Cumartesi Anneleri 1077'nci haftada14 Ekim 1994’te Tunceli’de gözaltında kaybedilen Nazım Gülmez’in akıbeti soruldu. Basın açıklamasını İHD Üyesi Ümit Tekay Dişli okudu.
Cumartesi Anneleri 1077'inci kez Galatasaray Meydanında buluşarak kayıplar akıbetini sordu, kaybedenlerin yargılanmasını istedi.
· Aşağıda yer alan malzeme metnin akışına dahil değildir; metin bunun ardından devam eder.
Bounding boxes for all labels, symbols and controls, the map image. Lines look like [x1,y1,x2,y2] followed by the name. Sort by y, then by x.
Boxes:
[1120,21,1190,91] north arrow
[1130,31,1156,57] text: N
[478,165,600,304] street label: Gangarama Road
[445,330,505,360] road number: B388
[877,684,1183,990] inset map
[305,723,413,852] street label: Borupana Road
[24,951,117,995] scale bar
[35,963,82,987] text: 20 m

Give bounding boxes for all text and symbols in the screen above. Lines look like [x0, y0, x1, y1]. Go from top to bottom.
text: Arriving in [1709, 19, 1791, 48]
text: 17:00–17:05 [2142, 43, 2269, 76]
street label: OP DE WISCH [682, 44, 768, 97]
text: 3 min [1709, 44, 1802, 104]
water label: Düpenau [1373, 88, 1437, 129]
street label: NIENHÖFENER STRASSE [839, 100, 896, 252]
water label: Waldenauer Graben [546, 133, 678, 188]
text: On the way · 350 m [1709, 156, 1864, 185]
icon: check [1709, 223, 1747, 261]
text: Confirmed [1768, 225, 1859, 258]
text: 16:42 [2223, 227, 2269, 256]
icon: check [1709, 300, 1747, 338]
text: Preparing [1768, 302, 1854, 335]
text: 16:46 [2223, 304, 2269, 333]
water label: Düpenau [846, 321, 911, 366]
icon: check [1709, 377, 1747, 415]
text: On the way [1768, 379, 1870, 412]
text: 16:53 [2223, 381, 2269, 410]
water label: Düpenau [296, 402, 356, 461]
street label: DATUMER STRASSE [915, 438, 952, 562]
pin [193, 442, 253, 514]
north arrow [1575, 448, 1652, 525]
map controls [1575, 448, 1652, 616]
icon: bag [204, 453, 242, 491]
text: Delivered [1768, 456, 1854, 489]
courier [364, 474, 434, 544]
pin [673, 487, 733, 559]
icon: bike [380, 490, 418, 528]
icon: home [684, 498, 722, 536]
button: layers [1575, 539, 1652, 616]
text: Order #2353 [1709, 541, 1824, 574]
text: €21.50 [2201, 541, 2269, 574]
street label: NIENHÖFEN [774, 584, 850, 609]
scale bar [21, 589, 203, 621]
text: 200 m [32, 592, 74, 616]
Ümit Tekay Dişli açıklamasına şu ifadelerle başladı:
“Hakikat ve adalet arayışımızın mekanı olan Galatasaray Meydanı’ndan, bizi ayıran polis bariyerlerinin önündeyiz. 1077 haftadır kamuoyu ile paylaştığımız dosyalarda yalnızca kaybedilen bir kişinin hikayesini anlatmıyor, aynı zamanda adaletin ve hukuk devletinin işlerliğini de sorguluyoruz. Gücünü hak ve özgürlüklerden alması gereken siyasi iktidarların meşruiyetini de sorguluyoruz.
1077 haftadır ısrarla söylüyoruz: Gözaltına alınan kişinin can güvenliği, devletin koruma yükümlülüğü altındadır. Devlet, gözaltındaki kişinin yaşam hakkını korumak için gerekli önlemleri almakla yükümlüdür. Bir kişinin gözaltına alındıktan sonra kaybolduğuna ilişkin bir şikayet halinde de derhal etkin bir soruşturma yapmakla görevlidir. Zira yetkililer, gözaltına aldıkları kişinin nerede olduğunun hesabını vermek zorundadır.”
"Olaya muhtar ve bütün köylüler tanıklık etti"
Bu haftaki eylemde, 1994 yılında gözaltında kaybedilen Nazım Gülmez dosyası vardı. Dişli, “Devlet terörünün ölümle yaşam arasındaki boşlukta yaşamaya mahkûm ettiği Gülmez ailesinin sesi olarak buradayız. Devletin hukuki sorumlulukları ve adaletin ne denli yerle bir olduğunu kanıtlayan bir dosya ile kamuoyunun karşısındayız” ifadelerini kullanarak şöyle devam eti:
“Bölgede operasyon yapan Bolu Komando Tugayı’na bağlı askerler, 14 Ekim 1994 tarihinde Taşıtlı köyüne geldi. Askerler, saat 09:30 civarında Nazım Gülmez’i, devam eden operasyonda kendilerine kılavuzluk etmesi için evinden aldılar. Gülmez ile birlikte üç köylü daha götürüldü. Olaya muhtar ve bütün köylüler tanıklık etti. Askerlerin Gülmez ile birlikte aldığı üç kişi bir süre sonra serbest bırakıldı ve köye döndü, ancak Gülmez’den bir daha haber alınamadı. Askeri yetkililer, eşini soran Garip Gülmez’e ‘Askerler Tunceli merkeze götürüp bırakmış’ dedi. Garip Gülmez’in ‘Eşim okuma yazması olan, yol iz bilen biridir, bırakılsaydı eve gelirdi’ itirazı ise cevapsız kaldı.”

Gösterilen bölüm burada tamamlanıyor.